Army Plans To Move Gore Uranium

WASHINGTON – The U.S. Army and a defunct Sequoyah County industry are expected to iron out details as early as next week on a plan to move more than 1 million pounds of depleted uranium away from the site near Gore.

About 1,200 sealed drums of processed uranium have sat on Sequoyah Fuels property since 1993, remnants of a project to manufacture anti-tank ammunition for the Army.

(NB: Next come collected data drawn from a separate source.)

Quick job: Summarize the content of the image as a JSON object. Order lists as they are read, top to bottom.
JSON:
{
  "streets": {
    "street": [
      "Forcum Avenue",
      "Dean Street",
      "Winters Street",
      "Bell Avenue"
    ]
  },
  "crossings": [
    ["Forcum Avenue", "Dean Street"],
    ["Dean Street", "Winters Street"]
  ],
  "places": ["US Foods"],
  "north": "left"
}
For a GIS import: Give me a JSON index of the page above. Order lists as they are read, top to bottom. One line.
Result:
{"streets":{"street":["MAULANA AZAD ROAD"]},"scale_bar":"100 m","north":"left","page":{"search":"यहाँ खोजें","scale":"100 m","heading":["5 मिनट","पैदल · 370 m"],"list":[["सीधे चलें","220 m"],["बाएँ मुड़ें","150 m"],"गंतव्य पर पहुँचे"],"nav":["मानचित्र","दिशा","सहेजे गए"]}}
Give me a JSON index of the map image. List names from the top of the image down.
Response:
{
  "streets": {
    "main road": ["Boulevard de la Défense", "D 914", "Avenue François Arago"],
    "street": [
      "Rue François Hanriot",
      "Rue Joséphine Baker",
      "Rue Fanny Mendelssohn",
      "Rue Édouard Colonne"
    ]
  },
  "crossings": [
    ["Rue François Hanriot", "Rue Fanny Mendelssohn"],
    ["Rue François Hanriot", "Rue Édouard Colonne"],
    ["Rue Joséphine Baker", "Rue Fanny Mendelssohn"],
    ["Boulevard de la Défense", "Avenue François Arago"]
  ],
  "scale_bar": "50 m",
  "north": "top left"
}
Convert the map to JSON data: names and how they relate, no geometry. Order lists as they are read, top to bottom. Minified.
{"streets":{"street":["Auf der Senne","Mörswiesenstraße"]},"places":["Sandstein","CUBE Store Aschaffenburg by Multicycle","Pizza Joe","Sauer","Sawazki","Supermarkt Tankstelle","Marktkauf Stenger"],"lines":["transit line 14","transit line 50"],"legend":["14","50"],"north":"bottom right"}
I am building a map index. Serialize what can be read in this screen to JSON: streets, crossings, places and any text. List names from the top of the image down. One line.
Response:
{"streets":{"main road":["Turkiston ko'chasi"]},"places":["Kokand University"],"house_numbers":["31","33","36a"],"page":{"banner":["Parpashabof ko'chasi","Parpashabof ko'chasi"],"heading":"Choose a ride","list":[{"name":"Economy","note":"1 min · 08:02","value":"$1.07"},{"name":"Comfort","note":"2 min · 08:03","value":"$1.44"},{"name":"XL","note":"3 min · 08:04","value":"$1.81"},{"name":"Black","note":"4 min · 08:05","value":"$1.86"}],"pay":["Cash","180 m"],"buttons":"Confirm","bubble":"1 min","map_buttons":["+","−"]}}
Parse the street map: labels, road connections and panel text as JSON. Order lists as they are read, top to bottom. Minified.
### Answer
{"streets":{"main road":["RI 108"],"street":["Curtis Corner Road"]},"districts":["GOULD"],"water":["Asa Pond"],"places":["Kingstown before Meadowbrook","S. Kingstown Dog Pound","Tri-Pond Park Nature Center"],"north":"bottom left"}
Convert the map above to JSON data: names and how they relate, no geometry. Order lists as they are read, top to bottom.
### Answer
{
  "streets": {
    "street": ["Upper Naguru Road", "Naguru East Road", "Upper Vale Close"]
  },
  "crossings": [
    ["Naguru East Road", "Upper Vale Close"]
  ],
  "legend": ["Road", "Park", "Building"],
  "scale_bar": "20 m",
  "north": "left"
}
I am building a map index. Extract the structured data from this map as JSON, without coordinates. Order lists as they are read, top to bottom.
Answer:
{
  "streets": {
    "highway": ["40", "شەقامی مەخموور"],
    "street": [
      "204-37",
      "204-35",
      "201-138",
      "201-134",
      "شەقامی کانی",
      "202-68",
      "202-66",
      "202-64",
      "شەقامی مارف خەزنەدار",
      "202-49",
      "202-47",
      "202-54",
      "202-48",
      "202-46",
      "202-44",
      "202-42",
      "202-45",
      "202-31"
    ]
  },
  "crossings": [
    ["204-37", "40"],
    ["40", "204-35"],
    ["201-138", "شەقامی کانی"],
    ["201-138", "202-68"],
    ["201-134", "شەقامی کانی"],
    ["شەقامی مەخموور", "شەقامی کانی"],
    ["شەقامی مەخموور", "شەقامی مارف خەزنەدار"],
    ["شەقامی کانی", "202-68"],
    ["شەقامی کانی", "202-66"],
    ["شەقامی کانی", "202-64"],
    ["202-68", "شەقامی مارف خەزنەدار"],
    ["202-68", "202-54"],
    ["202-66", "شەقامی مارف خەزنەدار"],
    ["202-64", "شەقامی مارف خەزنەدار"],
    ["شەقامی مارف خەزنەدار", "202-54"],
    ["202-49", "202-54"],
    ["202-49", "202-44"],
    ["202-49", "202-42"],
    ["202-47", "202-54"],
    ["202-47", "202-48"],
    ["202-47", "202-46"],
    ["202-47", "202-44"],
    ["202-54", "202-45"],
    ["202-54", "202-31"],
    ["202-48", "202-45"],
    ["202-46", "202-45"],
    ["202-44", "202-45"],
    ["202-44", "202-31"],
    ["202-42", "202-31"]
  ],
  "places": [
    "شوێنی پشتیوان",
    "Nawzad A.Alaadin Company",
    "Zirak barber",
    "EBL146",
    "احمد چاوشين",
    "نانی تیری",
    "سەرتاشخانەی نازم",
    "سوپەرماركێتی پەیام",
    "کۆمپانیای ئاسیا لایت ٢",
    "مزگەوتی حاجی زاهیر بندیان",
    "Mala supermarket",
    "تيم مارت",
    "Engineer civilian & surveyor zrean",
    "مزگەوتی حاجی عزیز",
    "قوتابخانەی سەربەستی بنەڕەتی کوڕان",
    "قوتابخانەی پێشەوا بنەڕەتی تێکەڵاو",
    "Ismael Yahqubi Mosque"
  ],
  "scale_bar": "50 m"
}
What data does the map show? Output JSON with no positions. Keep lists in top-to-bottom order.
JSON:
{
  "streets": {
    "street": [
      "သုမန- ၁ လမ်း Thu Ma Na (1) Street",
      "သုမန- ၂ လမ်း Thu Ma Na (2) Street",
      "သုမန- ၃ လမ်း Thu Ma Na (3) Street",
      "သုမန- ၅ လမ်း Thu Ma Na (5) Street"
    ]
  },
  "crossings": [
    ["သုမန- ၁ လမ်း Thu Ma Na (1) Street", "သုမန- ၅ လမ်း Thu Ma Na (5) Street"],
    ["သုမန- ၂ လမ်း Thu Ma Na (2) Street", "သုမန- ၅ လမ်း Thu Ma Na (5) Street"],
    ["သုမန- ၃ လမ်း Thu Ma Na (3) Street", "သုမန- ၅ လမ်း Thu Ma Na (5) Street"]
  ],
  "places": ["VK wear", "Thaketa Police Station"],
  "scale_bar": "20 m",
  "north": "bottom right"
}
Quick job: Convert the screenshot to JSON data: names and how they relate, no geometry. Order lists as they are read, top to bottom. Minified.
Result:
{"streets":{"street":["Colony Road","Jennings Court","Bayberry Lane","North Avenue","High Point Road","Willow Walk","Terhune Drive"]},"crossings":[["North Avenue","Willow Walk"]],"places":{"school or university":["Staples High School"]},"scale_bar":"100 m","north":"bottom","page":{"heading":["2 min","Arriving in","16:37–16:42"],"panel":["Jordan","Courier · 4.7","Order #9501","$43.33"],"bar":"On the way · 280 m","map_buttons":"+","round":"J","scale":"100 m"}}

A provision in the 2007 defense authorization bill that Congress passed on Sept. 30 requires the Army to move the drums of toxic materials away from the uranium conversion facility by March 31. President Bush signed the bill into law two weeks ago.

An Army spokeswoman Thursday said initial plans for moving the uranium will be made next week. The actual move should take place in January or February, she said.

Sequoyah Fuels president John Ellis said his company just Wednesday notified the Army it agreed to waive any liability claims regarding transport of the materials, a requirement in the bill.

He now awaits word from the military.

”I’m assuming they will contact us and we will proceed to make arrangements to work with them or for them, but at this point in time I don’t know what that approach is going to be,” he said.

Sequoyah Fuels at its peak had 325 employees on a 700-acre site in western Sequoyah County. It has not been operational since 1993, after an incident a year earlier that contaminated parts of the property and damaged soil and groundwater in the area.

Ellis said the company now has six employees as it works with the Nuclear Regulatory Commission to clean up the plant.

He said relocating the uranium is a small part of decommissioning the site. He expects federal approval within a year to tear down possibly hazardous buildings, remove potentially tainted soil and groundwater and place the materials into an underground storage cell.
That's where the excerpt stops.